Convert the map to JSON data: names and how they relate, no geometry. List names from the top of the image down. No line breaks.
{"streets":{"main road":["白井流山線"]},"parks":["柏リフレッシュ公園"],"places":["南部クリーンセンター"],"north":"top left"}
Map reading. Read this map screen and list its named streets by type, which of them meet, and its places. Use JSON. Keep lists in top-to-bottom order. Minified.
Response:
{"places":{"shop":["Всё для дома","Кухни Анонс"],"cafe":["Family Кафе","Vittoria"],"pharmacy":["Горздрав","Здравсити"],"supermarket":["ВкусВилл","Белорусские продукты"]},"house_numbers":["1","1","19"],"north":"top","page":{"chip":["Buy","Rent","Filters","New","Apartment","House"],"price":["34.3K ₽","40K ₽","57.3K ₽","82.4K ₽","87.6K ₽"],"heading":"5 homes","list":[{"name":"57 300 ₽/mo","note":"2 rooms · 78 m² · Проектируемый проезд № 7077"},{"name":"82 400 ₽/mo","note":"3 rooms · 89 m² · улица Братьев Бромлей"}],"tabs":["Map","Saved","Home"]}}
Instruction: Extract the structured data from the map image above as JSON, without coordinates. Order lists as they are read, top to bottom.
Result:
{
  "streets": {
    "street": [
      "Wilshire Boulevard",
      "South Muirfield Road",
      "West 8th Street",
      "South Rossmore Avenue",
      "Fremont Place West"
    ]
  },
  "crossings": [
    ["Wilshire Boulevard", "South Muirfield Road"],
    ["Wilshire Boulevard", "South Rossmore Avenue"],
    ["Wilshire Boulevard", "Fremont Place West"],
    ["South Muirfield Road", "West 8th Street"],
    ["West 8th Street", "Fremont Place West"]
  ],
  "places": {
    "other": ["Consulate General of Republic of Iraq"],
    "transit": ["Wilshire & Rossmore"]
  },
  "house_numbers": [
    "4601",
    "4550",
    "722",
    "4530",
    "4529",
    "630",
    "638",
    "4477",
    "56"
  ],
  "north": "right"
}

- [DESCRIPTION OF THE TASK]
Return each line of the data above that includes the word "bottom".

- [SOLUTION FOR THIS PROBLEM]
Map reading. Read this map screen and list its named streets by type, which of them meet, and its places. Use JSON. Keep lists in top-to-bottom order. Minified.
Instruction: Extract the structured data from the map image above as JSON, without coordinates. Order lists as they are read, top to bottom.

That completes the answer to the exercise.